Меня прежде не допрашивали по всей форме, потому что мои показания все равно были неприменимы в суде. С таким-то провалом в памяти любой адвокат от моих заявлений камня на камне не оставит. Ламарр была нужна информация, каждая крупица информации, как можно скорее – именно поэтому она рискнула начать говорить со мной до того, как врачи разрешили официальный допрос.

Теперь врачи признали, что я нахожусь в здравом уме, и полиция начинает выстраивать против меня дело.

Меня не арестовали. Уже неплохо.

Мне пока не предъявили обвинений.

Только бы восстановить в памяти стершиеся минуты в лесу… Что там произошло? Что я сделала?

Отчаянное желание вспомнить сжимает мне горло, как рыдания. Я стискиваю мягкую подушку, зарываюсь лицом в ее белоснежную поверхность и пытаюсь вспомнить изо всех сил. Если я не восстановлю эти пропавшие минуты, разве смогу я убедить Ламарр, что мне можно верить?

Я закрываю глаза и представляю тихую поляну в лесу, огромный сияющий дом из стекла, его свет пробивается сквозь стоящие почти вплотную деревья. Пахнет опавшими сосновыми иголками, мороз щиплет мне пальцы и ноздри. Я слышу тихие лесные шорохи, шуршание снега, соскальзывающего с ветвей, уханье совы – и удаляющийся рев мотора.

Я помню, как бегу по грунтовке меж деревьев, как под ногами пружинит ковер из иголок.

А дальше – провал. Как бы я ни старалась поймать в нем хоть что-то – это как ловить отражение в воде. Только что оно было – и вот превратилось в рябь и ускользнуло сквозь пальцы.

Что-то случилось там, в темноте. Со мной, Клэр и Джеймсом. Что-то вызвало эту аварию.

Что-то или кто-то.


– Ну, Леонора, я вами очень доволен. – Доктор Миллер откладывает ручку. – Конечно, меня несколько беспокоит провал в памяти, но, как вы сами говорите, что-то начинает возвращаться, так что я не вижу причин вас здесь удерживать. Некоторое время вам будут нужны регулярные осмотры, но с этим вполне справится терапевт по месту жительства. – И, не дав мне опомниться от такого поворота, спрашивает: – Дома есть кому помочь?
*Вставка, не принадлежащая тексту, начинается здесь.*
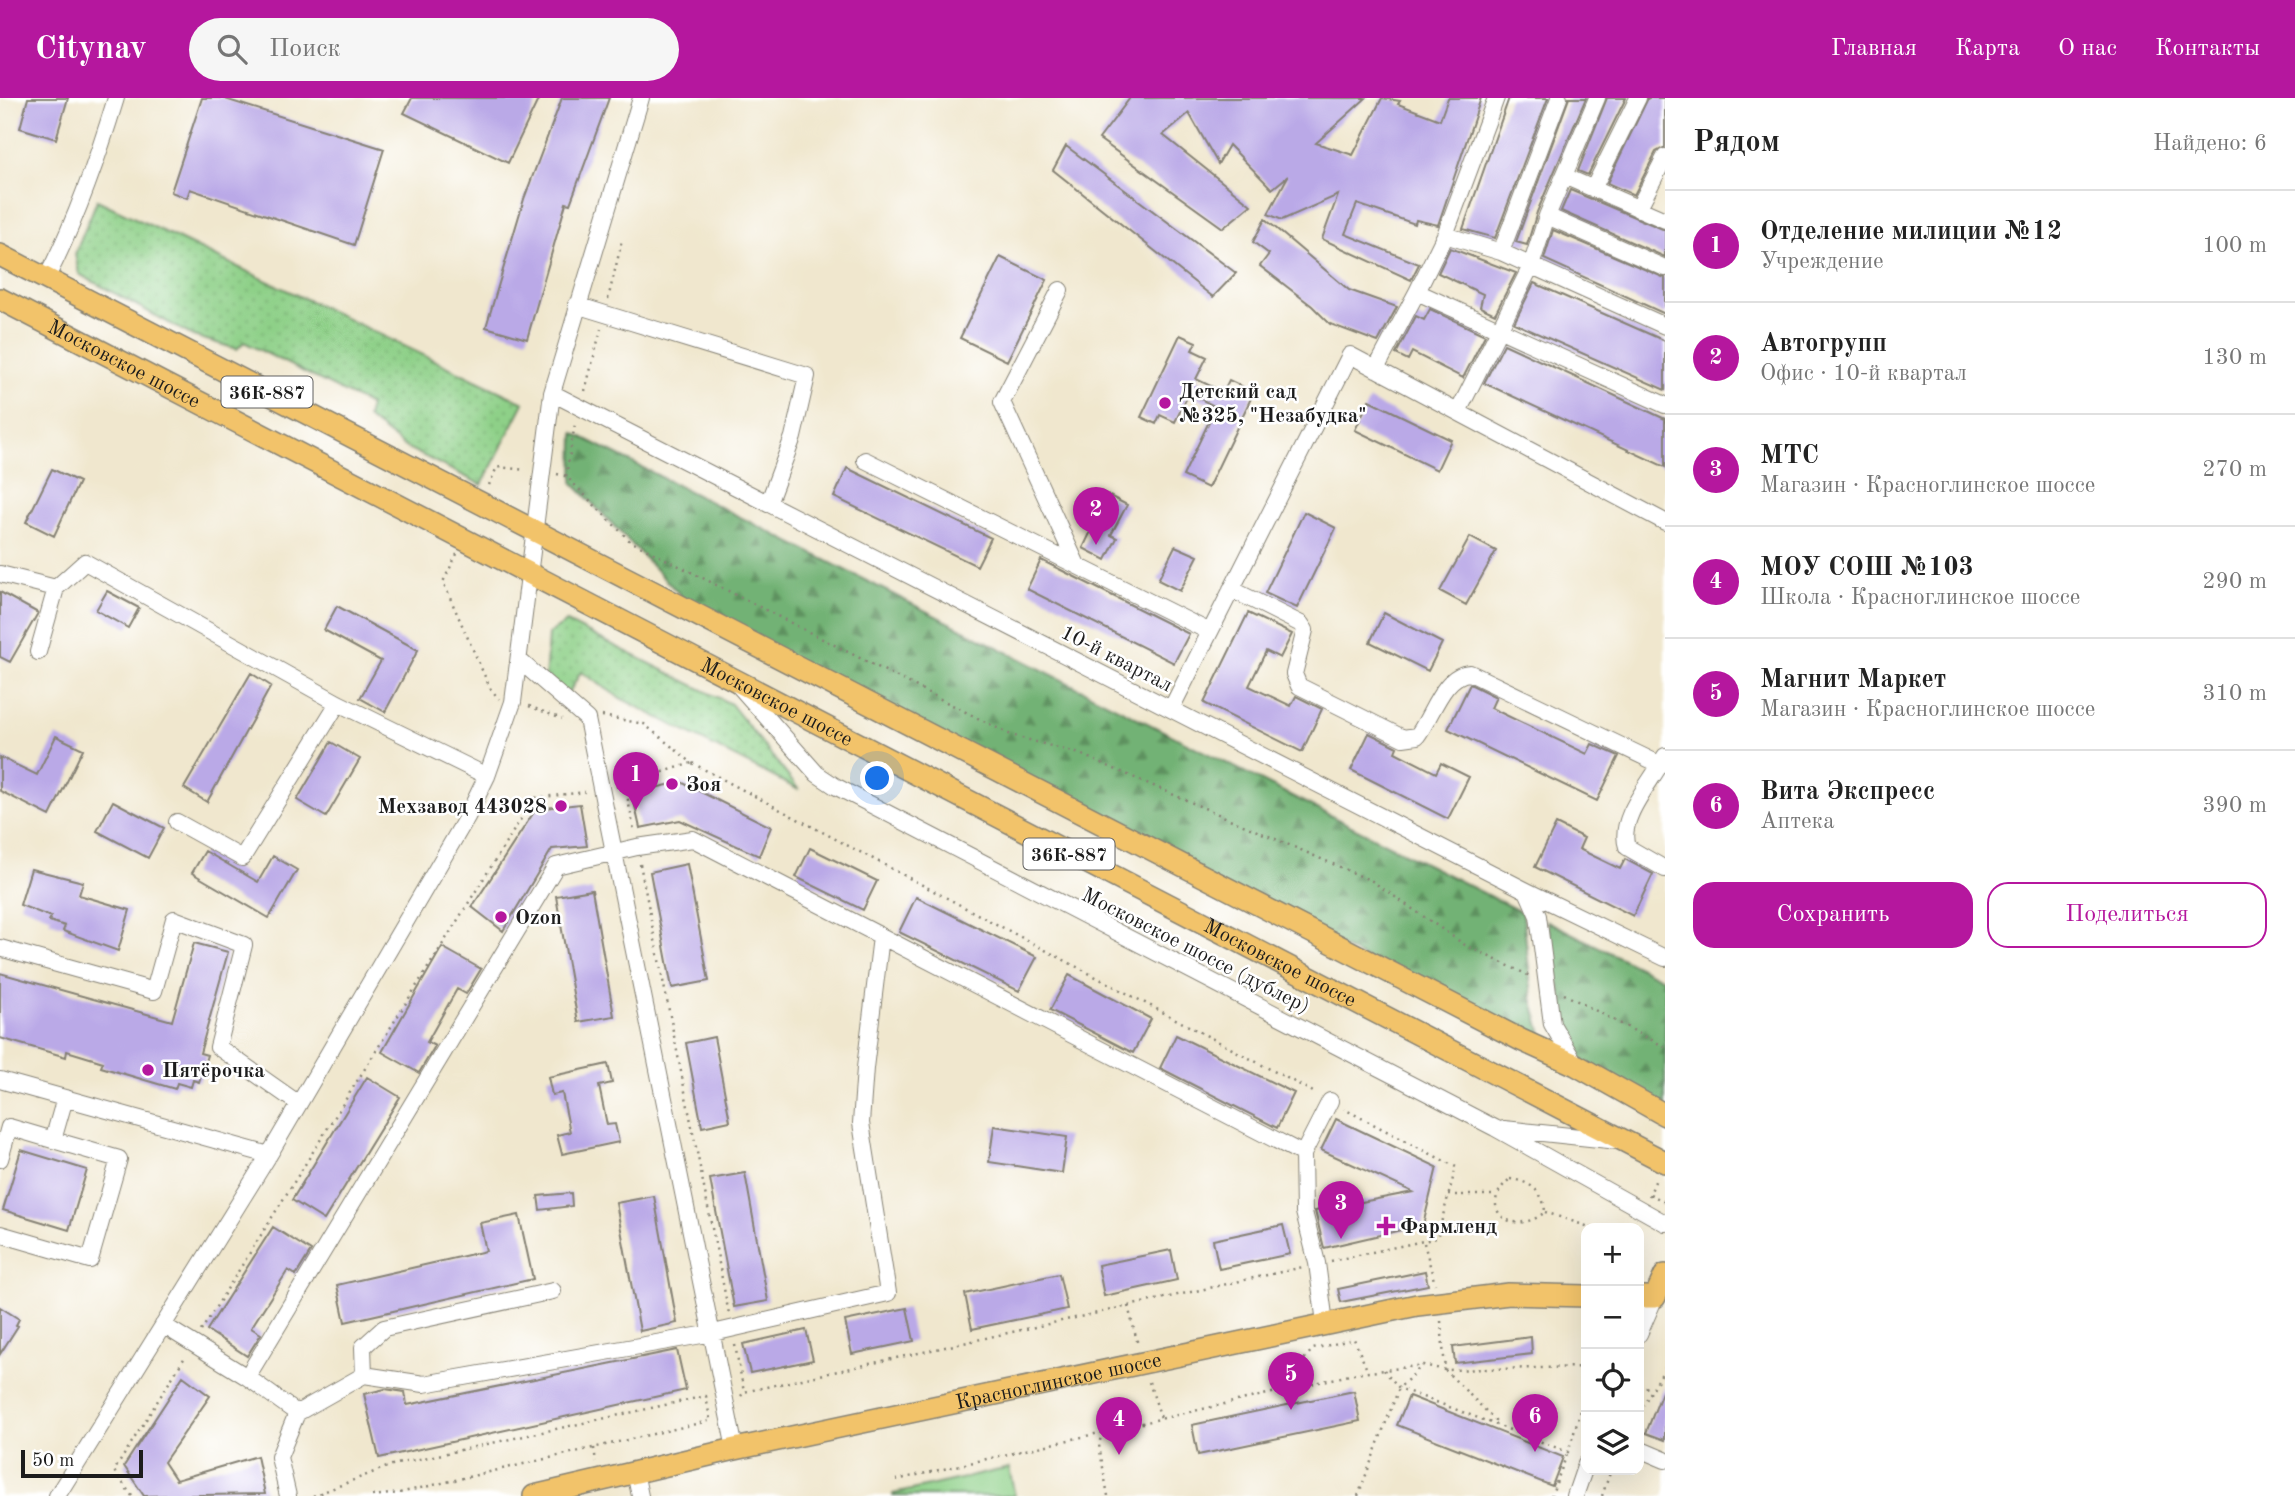 <!DOCTYPE html>
<html lang="ru">
<meta charset="utf-8">
<style>
:root{--surface:#fff;--page:#f6f6f6;--text:#222;--muted:#767676;--line:#e0e0e0;--accent:#b5179e}
body{margin:0;font-family:"Old Standard TT",serif;background:var(--page);color:var(--text)}
.controls{position:absolute;right:21px;bottom:21px;display:grid;overflow:hidden;border-radius:14px;box-shadow:0 7px 28px #0002}
.controls button{width:63px;height:63px;display:grid;place-items:center;padding:0;border:0;border-bottom:2px solid var(--line);background:var(--surface);color:var(--text);font:35px sans-serif}
.scale{position:absolute;left:21px;bottom:18px;width:122px;box-sizing:border-box;padding-left:7px;border:4px solid #1c1c1c;border-top:0;font-size:19px;line-height:24px;white-space:nowrap;color:#1c1c1c;-webkit-text-stroke:5px #fff;paint-order:stroke}
.you{position:absolute;left:878px;top:681px;width:24px;height:24px;margin:-18px;border:5px solid #fff;border-radius:50%;background:#1a73e8;box-shadow:0 0 0 10px #1a73e833}
.badge{display:grid;place-items:center;width:46px;height:46px;border-radius:50%;background:var(--accent);color:#fff;font-size:23px;font-weight:700}
.pin{position:absolute;translate:-50% -58px;filter:drop-shadow(0 2px 4px #0008)}
.pin::after{content:'';position:absolute;top:37px;width:24px;height:21px;background:inherit;clip-path:polygon(0 0,100% 0,50% 100%)}
.list{margin:0;padding:0;list-style:none}
h2{display:flex;justify-content:space-between;align-items:center;height:91px;margin:0;padding:0 28px;font-size:30px}
h2 small{font-size:23px;font-weight:400;color:var(--muted)}
.list li{display:grid;grid-template-columns:46px 1fr auto;gap:21px;align-items:center;box-sizing:border-box;height:112px;padding:0 28px;border-top:2px solid var(--line)}
.list b{display:block;font-size:26px;white-space:nowrap}
.list p{margin:0;font-size:23px;white-space:nowrap;color:var(--muted)}
.list em{font-size:23px;font-style:normal;color:var(--muted)}
.actions{display:flex;gap:14px;padding:21px 28px}
.actions a{flex:1;padding:16px 0;border:2px solid var(--accent);border-radius:21px;text-align:center;font-size:24px;color:var(--accent)}
.actions .main{background:var(--accent);color:#fff}
.icon{flex:none;width:38px;height:38px;fill:none;stroke:currentColor;stroke-width:2;stroke-linecap:round;stroke-linejoin:round}
.map{position:relative;flex:none;width:1665px;height:1398px;overflow:hidden}
header{display:flex;align-items:center;gap:42px;box-sizing:border-box;height:98px;padding:0 35px;background:var(--accent);color:#fff}
header strong{font-size:33px}
nav{display:flex;gap:38px;margin-inline-start:auto;font-size:24px}
.search{width:490px;height:63px;background:var(--page);display:flex;align-items:center;gap:18px;box-sizing:border-box;padding:0 24px;border-radius:38px;color:var(--muted);font-size:26px}
main{display:flex}
aside{flex:1;background:var(--surface)}
.map>svg:first-child{display:block}
</style>
<header>
<strong>Citynav</strong>
<div class="search"><svg class="icon" aria-label="search" viewBox="0 0 24 24"><circle cx="10" cy="10" r="6"/><path d="M15 15l6 6"/></svg>Поиск</div>
<nav><a>Главная</a><a>Карта</a><a>О нас</a><a>Контакты</a></nav>
</header>
<main>
<div class="map">
<svg width="1665" height="1398" viewBox="0 0 1665 1398">
<defs>
<pattern id="grass-dots" width="8" height="8" patternUnits="userSpaceOnUse" patternTransform="scale(1.75)"><rect width="8" height="8" fill="#8ed088"/><path d="M2 2h.1M6 6h.1" fill="none" stroke="#7ab275" stroke-width="1.8" stroke-linecap="round"/></pattern>
<pattern id="forest-firs" width="22" height="20" patternUnits="userSpaceOnUse" patternTransform="scale(1.75)"><rect width="22" height="20" fill="#72b274"/><path d="M5 1l3.5 6h-7zM16 11l3.5 6h-7z" fill="#5d905e"/></pattern>
</defs>
<rect width="100%" height="100%" fill="#fff"/>
<filter id="ink" filterUnits="userSpaceOnUse"><feTurbulence type="fractalNoise" baseFrequency=".0143" numOctaves="2"/><feDisplacementMap in="SourceGraphic" scale="14" xChannelSelector="R" yChannelSelector="G"/><feConvolveMatrix kernelMatrix="1 2 1 2 8 2 1 2 1" color-interpolation-filters="sRGB"/></filter>
<filter id="wash" filterUnits="userSpaceOnUse"><feTurbulence type="fractalNoise" baseFrequency=".00686" numOctaves="4" result="noise"/><feDisplacementMap in="SourceGraphic" scale="28" xChannelSelector="R" yChannelSelector="G"/><feGaussianBlur stdDeviation="1.57" result="paint"/><feColorMatrix in="noise" values="0 0 0 0 0 0 0 0 0 0 0 0 0 0 0 0 0 1.4 0 .05"/><feComposite in="paint" operator="in"/></filter>
<g filter="url(#wash)">
<rect width="100%" height="100%" fill="#f0e7ce"/>
<!-- grass -->
<path fill="url(#grass-dots)" stroke="#557652" stroke-width="2" d="M97,102L524,305L482,387L405,349L367,320L370,307L244,244L237,251L193,238L79,176L75,156Z
M567,524L731,606L799,692L620,600L581,574L565,601L545,584L548,536Z"/>
<!-- forest -->
<path fill="url(#forest-firs)" stroke="#476748" stroke-width="2" d="M574,335L1523,815L1532,900L1547,954L703,521L573,385Z
M1547,823L1665,882V1014L1590,975L1570,940Z"/>
<!-- park -->
<path fill="#8ed088" stroke="#557652" stroke-width="2" d="M1009,1370L1015,1398H893V1396Z"/>
<g id="blocks">
<!-- building -->
<path fill="#baa9e7" d="M28,0H68L56,41L20,30Z
M202,0H222L384,51L354,147L190,91L187,100L171,94Z
M412,0H539L508,65L404,15Z
M562,0H609L570,106L566,105L527,241L486,229L524,101Z
M1130,0H1366L1316,45L1353,57L1382,0L1400,3L1398,6L1440,22L1448,0H1481L1438,127L1416,122L1415,126L1357,106L1345,136L1419,166L1411,182L1322,141L1338,97L1282,122L1268,116L1288,78L1272,91L1229,47L1218,66L1189,15L1163,37L1251,107L1223,130L1099,41Z
M1509,0H1548L1495,140L1463,131Z
M1569,0H1586L1537,114L1527,147L1516,144Z
M1607,0H1626L1588,77L1578,73Z
M1648,0H1665V49L1656,54L1634,97L1607,85Z
M1066,48L1236,175L1213,199L1053,72Z
M1570,92L1665,132V159L1561,113Z
M1265,121L1349,192L1397,209L1378,244L1330,226L1312,208L1260,168L1269,156L1253,144Z
M1553,132L1665,180V216L1544,161Z
M1450,150L1516,175L1495,216L1480,209L1483,196L1438,175Z
M1000,159L1047,182L1007,263L960,240Z
M1534,185L1665,243V292L1514,225Z
M1430,211L1485,237L1463,280L1412,254L1408,262L1396,256L1416,218L1424,222Z
M1180,237L1196,244L1192,252L1207,259L1196,281L1223,294L1229,282L1254,294L1208,390L1183,378L1216,309L1189,295L1175,324L1160,317L1156,326L1141,319Z
M1504,246L1665,321V369L1484,285Z
M1369,302L1451,342L1437,372L1355,332Z
M847,370L991,440L977,468L834,399Z
M52,371L79,384L54,438L26,424Z
M1100,393L1127,407L1111,437L1117,440L1106,462L1083,450L1093,429L1084,425Z
M1304,414L1336,430L1297,510L1265,495Z
M1470,439L1496,453L1466,507L1440,493Z
M1175,448L1198,458L1180,493L1158,482Z
M1041,462L1189,536L1174,565L1027,491Z
M107,493L139,510L128,530L96,512Z
M0,494L38,515L10,564L0,559Z
M337,508L418,552L385,614L360,600L381,563L324,532Z
M1248,515L1292,536L1280,560L1266,553L1249,588L1291,608L1296,598L1322,611L1302,654L1204,605Z
M1384,515L1442,545L1428,573L1370,544Z
M251,575L271,588L207,704L184,690Z
M1470,586L1496,599L1491,610L1587,656L1592,646L1619,658L1597,703L1448,631Z
M1369,635L1397,649L1395,654L1436,675L1441,665L1469,679L1448,721L1351,672Z
M56,638L83,651L50,718L0,693V659L37,677Z
M331,644L360,661L326,719L297,702Z
M681,684L771,729L759,758L680,722L640,730L632,695Z
M113,703L164,730L148,760L97,733Z
M580,706L587,748L552,751L503,833L472,809L536,711Z
M1556,726L1584,740L1579,751L1620,771L1625,761L1653,776L1633,818L1535,769Z
M810,750L877,783L863,812L796,779Z
M205,753L258,784L273,758L297,772L269,820L192,775Z
M687,766L709,883L672,890L650,774Z
M31,771L83,784L79,797L130,812L118,853L63,833L65,828L49,823L51,819L20,807Z
M592,792L614,918L578,924L556,798Z
M916,799L1037,859L1019,893L899,834Z
M194,845L228,854L200,955L207,957L199,984L193,982L191,989L177,985L175,991L101,969L103,964L67,953L66,959L0,940V875L172,923Z
M442,849L481,871L466,896L457,891L427,944L435,948L419,975L382,954Z
M1069,877L1151,921L1133,955L1050,912Z
M1176,937L1294,995L1277,1030L1160,970Z
M714,939L730,1023L702,1029L686,945Z
M608,966L612,985L599,988L607,1027L615,1026L619,1044L562,1056L557,1037L570,1034L562,995L552,997L548,979Z
M367,979L400,999L324,1122L292,1102Z
M1336,1021L1437,1069L1423,1127L1324,1150L1315,1113L1413,1094L1321,1052Z
M994,1028L1067,1039L1062,1075L989,1064Z
M21,1052L87,1072L69,1132L3,1112Z
M745,1075L768,1203L734,1209L710,1081Z
M571,1095L572,1108L540,1112L538,1098Z
M654,1098L677,1225L640,1233L616,1105Z
M519,1117L533,1181L345,1224L337,1187L486,1153L480,1125Z
M1283,1127L1290,1156L1219,1171L1213,1142Z
M273,1129L311,1153L296,1177L288,1172L251,1230L261,1236L247,1258L207,1232Z
M1171,1152L1177,1182L1104,1198L1098,1167Z
M1425,1173L1428,1187L1341,1204L1338,1191Z
M1059,1176L1067,1211L972,1231L965,1196Z
M0,1209L19,1221L16,1227L18,1228L0,1256Z
M907,1210L914,1243L852,1256L845,1223Z
M806,1232L813,1262L750,1275L743,1246Z
M1531,1239L1532,1256L1455,1265L1453,1249Z
M677,1252L686,1292L379,1360L364,1296L385,1291L405,1294L407,1307Z
M183,1278L210,1298L164,1364L176,1382L257,1358L265,1396L144,1398L124,1368Z
M1664,1289H1665V1342L1646,1335Z
M1354,1293L1360,1323L1198,1357L1192,1327Z
M1409,1298L1563,1359L1552,1388L1397,1327Z"/>
</g>
</g>
<g filter="url(#ink)">
<use href="#blocks" fill-opacity="0" stroke="#868275" stroke-width="2"/>
<g fill="none" stroke-linecap="round" stroke-linejoin="round">
<!-- minor casing -->
<g stroke="#868275" stroke-width="18">
<path id="minor" d="M1564,78L1597,0
M1593,91L1638,0
M1638,111L1665,59
M1547,118L1564,78L1665,122
M1445,137L1501,154L1665,228
M1501,154L1559,0
M46,181C76,123 97,63 116,0
M1060,192L1002,304L1077,467
M1417,194L1445,137L1496,0
M576,207L807,278L793,339L768,406
M1376,271L1417,194L1665,307
M552,295L1527,793L1665,860
M1458,314L1531,168L1547,118L1665,170
M865,362L1210,534
M0,476L56,490L85,464L338,605L487,678
M1231,491L1301,526L1305,532L1294,576L1299,588L1403,640L1417,638C1432,619 1443,576 1470,575L1661,667
M38,554L56,490
M520,563L587,621L735,1351
M739,588L817,676L835,688L1495,1030L1665,1125
M1171,611L1350,257L1665,424
M1665,658C1652,684 1617,720 1627,749L1665,771
M177,724L242,760L338,605
M1527,793L1538,818L1552,926L1576,967
M0,850L154,893L174,821L244,847L218,949L299,1006
M0,982L269,1057
M1504,1031L1618,1043
M0,1061L9,1029L53,1042L65,1000
M0,1136L90,1162L119,1061L53,1042
M1325,1225L1317,1165L1304,1114L1303,1056L1330,1003
M163,1227L247,1279L556,768L637,749L693,741L1303,1056
M1639,1236L1655,1199
M364,1277L363,1249L384,1230L553,1193
M247,1279L297,1315
M1639,1351L1665,1362
M635,1374L640,1398
M57,1398L269,1057L467,719L487,678L513,604L552,295L641,0
M288,1398L279,1359L297,1315L364,1277L424,1286L713,1235L888,1195L861,1025L865,970L881,839
M1575,1398L1586,1366"/>
</g>
<!-- major casing -->
<g stroke="#868275" stroke-width="24">
<g id="major">
<path d="M0,157L1521,942L1576,967L1665,1017"/>
<path id="s1" d="M0,201L1665,1064"/>
<path d="M1639,1199H1655L1665,1177"/>
<path id="s2" d="M534,1398L735,1351L1417,1207L1509,1196L1586,1198"/>
</g>
</g>
<!-- path -->
<path stroke="#868275" stroke-width="2.5" stroke-dasharray="2 5" stroke-linecap="butt" d="M608,201L622,143
M585,293L601,231
M557,376L566,378L630,443L1011,637L1080,656L1372,783L1465,847L1530,878
M566,378L575,326
M489,387L497,369L526,372
M457,456L443,484L490,590L499,601
M529,608L562,621
M602,618L644,626L692,665L1317,996
M625,687L634,732
M616,689L692,665
M640,766L729,1216
M1564,896L1665,949
M1510,1081C1530,1083 1544,1094 1545,1114C1512,1141 1475,1110 1510,1081Z
M1650,1096L1665,1104
M1448,1097H1497
M1649,1098L1656,1081
M1545,1114L1592,1130
M1424,1145L1435,1186
M1331,1163L1437,1140L1456,1069L1344,1011
M1128,1208L1138,1247
M1441,1223L1445,1272L1497,1324
M201,1233L534,700L585,694
M735,1247L744,1294
M1384,1272L1399,1290L1568,1354L1586,1296
M1149,1284L1161,1320
M1639,1287L1651,1291
M1277,1293L1313,1251L1354,1241L1368,1274
M741,1298L744,1294L1303,1169
M1639,1314L1665,1270
M1102,1334L1099,1347L1108,1398
M594,1350L596,1364
M896,1382L1354,1276L1423,1267L1445,1272L1586,1269
M132,1398L114,1373L185,1259
M313,1398L392,1367L706,1298L710,1321
M372,1398L399,1395L713,1322
M1358,1398L1399,1290L1422,1268
M1551,1398L1568,1354
M1602,1398L1611,1372"/>
<!-- minor -->
<use href="#minor" stroke="#fff" stroke-width="16"/>
<!-- major -->
<use href="#major" stroke="#f2c36a" stroke-width="21"/>
</g>
</g>
<!-- markers -->
<g fill="#b5179e" stroke="#fff" stroke-width="2.5">
<circle cx="1165" cy="305" r="7"/>
<circle cx="672" cy="686" r="7"/>
<circle cx="561" cy="708" r="7"/>
<circle cx="501" cy="819" r="7"/>
<circle cx="148" cy="972" r="7"/>
<path d="M1382.5 1117.5h7v7h7v7h-7v7h-7v-7h-7v-7h7z"/>
</g>
<g text-anchor="middle" stroke-width="5" stroke-linejoin="round" paint-order="stroke">
<!-- shield labels -->
<g fill="#fff" stroke="#606060" stroke-width="2">
<rect x="221.5" y="278.5" width="91" height="31" rx="5"/>
<rect x="1023.5" y="740.5" width="91" height="31" rx="5"/>
</g>
<g font-size="19" font-weight="bold" fill="#1c1c1c">
<text x="267" y="301">36К-887</text>
<text x="1069" y="763">36К-887</text>
</g>
<!-- street labels -->
<g font-size="21" fill="#1c1c1c" stroke="#fff">
<text dy="7" stroke="none"><textPath href="#s1" startOffset="140">Московское шоссе</textPath></text>
<text transform="translate(1117 560) rotate(27)" y="7">10-й квартал</text>
<text dy="7" stroke="none"><textPath href="#s1" startOffset="875">Московское шоссе</textPath></text>
<text transform="translate(1196 852) rotate(27)" y="7">Московское шоссе (дублер)</text>
<text dy="7" stroke="none"><textPath href="#s1" startOffset="1442">Московское шоссе</textPath></text>
<text dy="7" stroke="none"><textPath href="#s2" startOffset="537">Красноглинское шоссе</textPath></text>
</g>
<!-- poi labels -->
<g font-size="21" font-weight="bold" fill="#1c1c1c" stroke="#fff" text-anchor="start">
<text x="1179" y="300">Детский сад<tspan x="1179" dy="24">№325, "Незабудка"</tspan></text>
<text x="686" y="693">Зоя</text>
<text x="547" y="715" text-anchor="end">Мехзавод 443028</text>
<text x="515" y="826">Ozon</text>
<text x="162" y="979">Пятёрочка</text>
<text x="1400" y="1135">Фармленд</text>
</g>
</g>
</svg>
<div class="controls">
<button>+</button>
<button>−</button>
<button><svg class="icon" aria-label="locate" viewBox="0 0 24 24"><circle cx="12" cy="12" r="6"/><path d="M12 2v4M12 18v4M2 12h4M18 12h4"/></svg></button>
<button><svg class="icon" aria-label="layers" viewBox="0 0 24 24"><path d="M12 4l9 5-9 5-9-5zM3 14l9 5 9-5"/></svg></button>
</div>
<div class="scale">50 m</div>
<div class="you"></div>
<div class="pin badge" style="left:636px;top:712px">1</div>
<div class="pin badge" style="left:1096px;top:447px">2</div>
<div class="pin badge" style="left:1341px;top:1141px">3</div>
<div class="pin badge" style="left:1119px;top:1357px">4</div>
<div class="pin badge" style="left:1291px;top:1312px">5</div>
<div class="pin badge" style="left:1535px;top:1354px">6</div>
</div>
<aside>
<h2>Рядом<small>Найдено: 6</small></h2>
<ul class="list">
<li><span class="badge">1</span><div><b>Отделение милиции №12</b><p>Учреждение</p></div><em>100 m</em></li>
<li><span class="badge">2</span><div><b>Автогрупп</b><p>Офис · 10-й квартал</p></div><em>130 m</em></li>
<li><span class="badge">3</span><div><b>МТС</b><p>Магазин · Красноглинское шоссе</p></div><em>270 m</em></li>
<li><span class="badge">4</span><div><b>МОУ СОШ №103</b><p>Школа · Красноглинское шоссе</p></div><em>290 m</em></li>
<li><span class="badge">5</span><div><b>Магнит Маркет</b><p>Магазин · Красноглинское шоссе</p></div><em>310 m</em></li>
<li><span class="badge">6</span><div><b>Вита Экспресс</b><p>Аптека</p></div><em>390 m</em></li>
</ul>
<div class="actions"><a class="main">Сохранить</a><a>Поделиться</a></div>
</aside>
</main>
– Э-э… нет, – отвечаю я, не сразу поняв вопрос. – Я живу одна.

– Ни у кого из друзей вы недельку пожить не можете? Или к себе кого-то пригласить? Вы очень быстро идете на поправку, однако оставаться одной в пустом доме я бы пока не рекомендовал.

– Я живу в Лондоне, – зачем-то говорю я.

А как ему объяснишь, что некому мне на недельку навязать свою персону? И вряд ли я сейчас ломанусь в Австралию в матушкины объятия.

– В Лондоне… Кто-то может вас туда подвезти?

Нина сказала мне в случае чего звонить ей. Неужели меня правда сейчас выпишут? Я совсем не чувствую готовности покидать больницу.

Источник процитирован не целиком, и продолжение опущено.